[GIVEN DATA]:
________________________
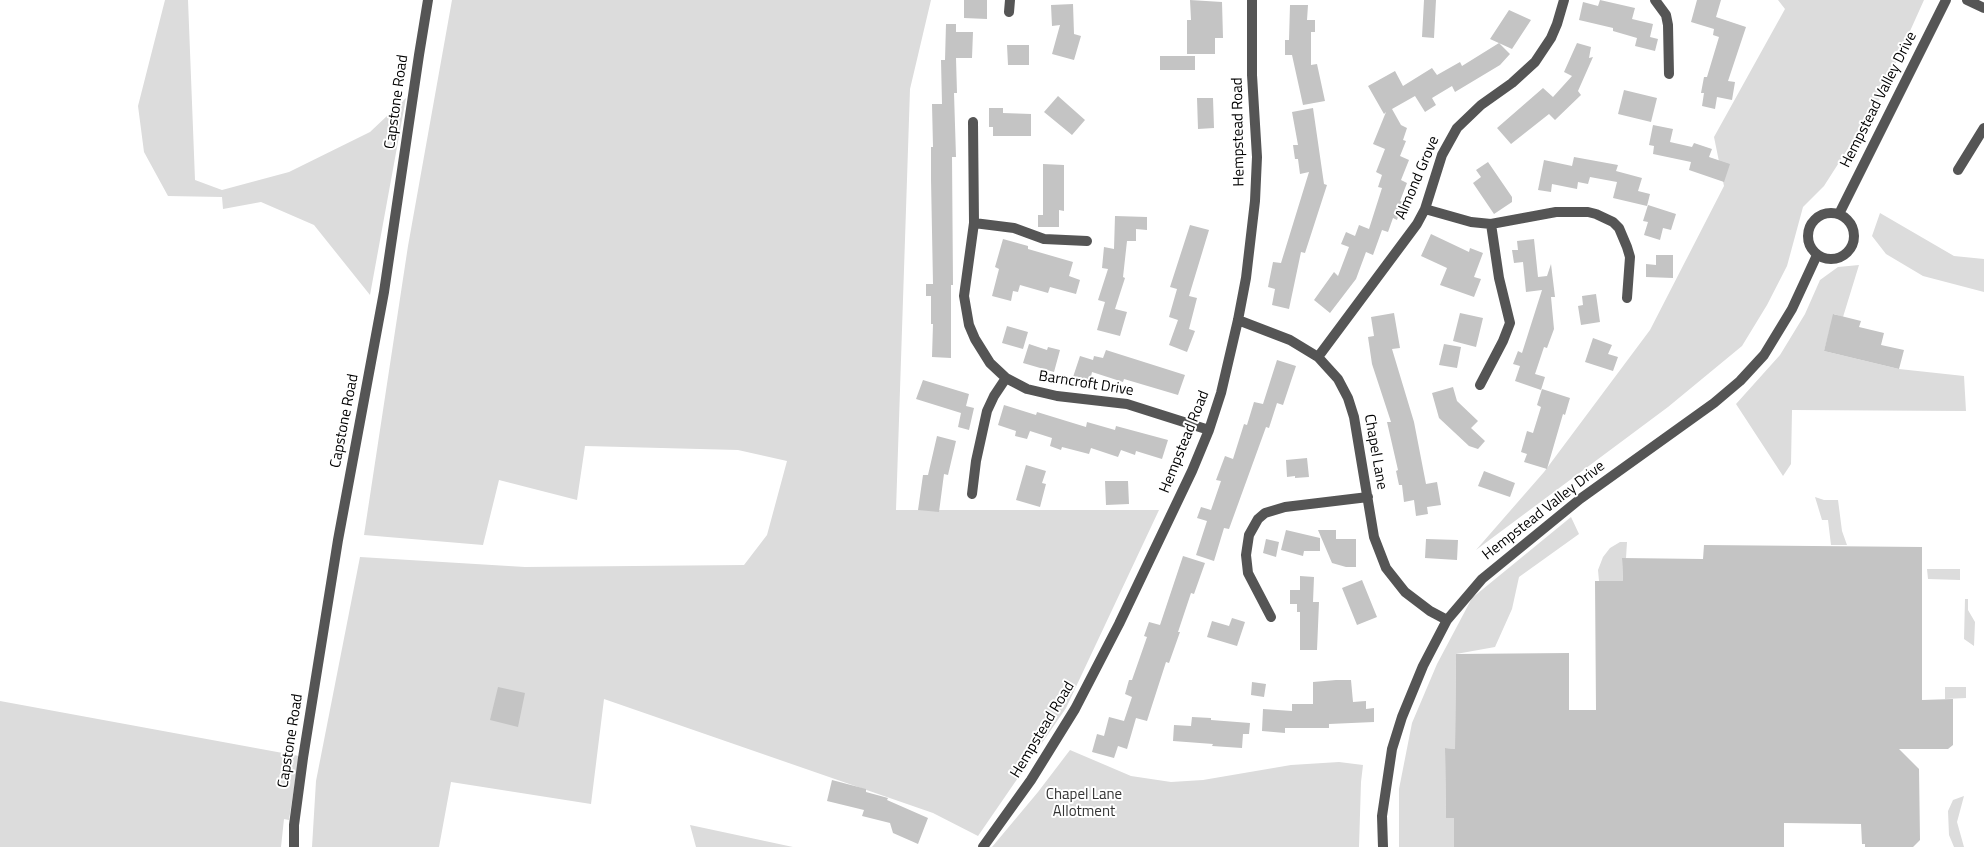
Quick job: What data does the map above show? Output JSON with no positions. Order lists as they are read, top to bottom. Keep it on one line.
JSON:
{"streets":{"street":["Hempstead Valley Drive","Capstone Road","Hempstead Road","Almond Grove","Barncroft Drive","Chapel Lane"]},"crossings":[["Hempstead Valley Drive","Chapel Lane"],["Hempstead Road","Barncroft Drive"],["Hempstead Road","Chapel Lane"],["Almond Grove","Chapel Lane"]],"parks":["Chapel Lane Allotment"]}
________________________
[TASK DIRECTIONS]: What you give back must match the material word for word, with no images included.

[WORKED SOLUTION]:
Quick job: What data does the map above show? Output JSON with no positions. Order lists as they are read, top to bottom. Keep it on one line.
JSON:
{"streets":{"street":["Hempstead Valley Drive","Capstone Road","Hempstead Road","Almond Grove","Barncroft Drive","Chapel Lane"]},"crossings":[["Hempstead Valley Drive","Chapel Lane"],["Hempstead Road","Barncroft Drive"],["Hempstead Road","Chapel Lane"],["Almond Grove","Chapel Lane"]],"parks":["Chapel Lane Allotment"]}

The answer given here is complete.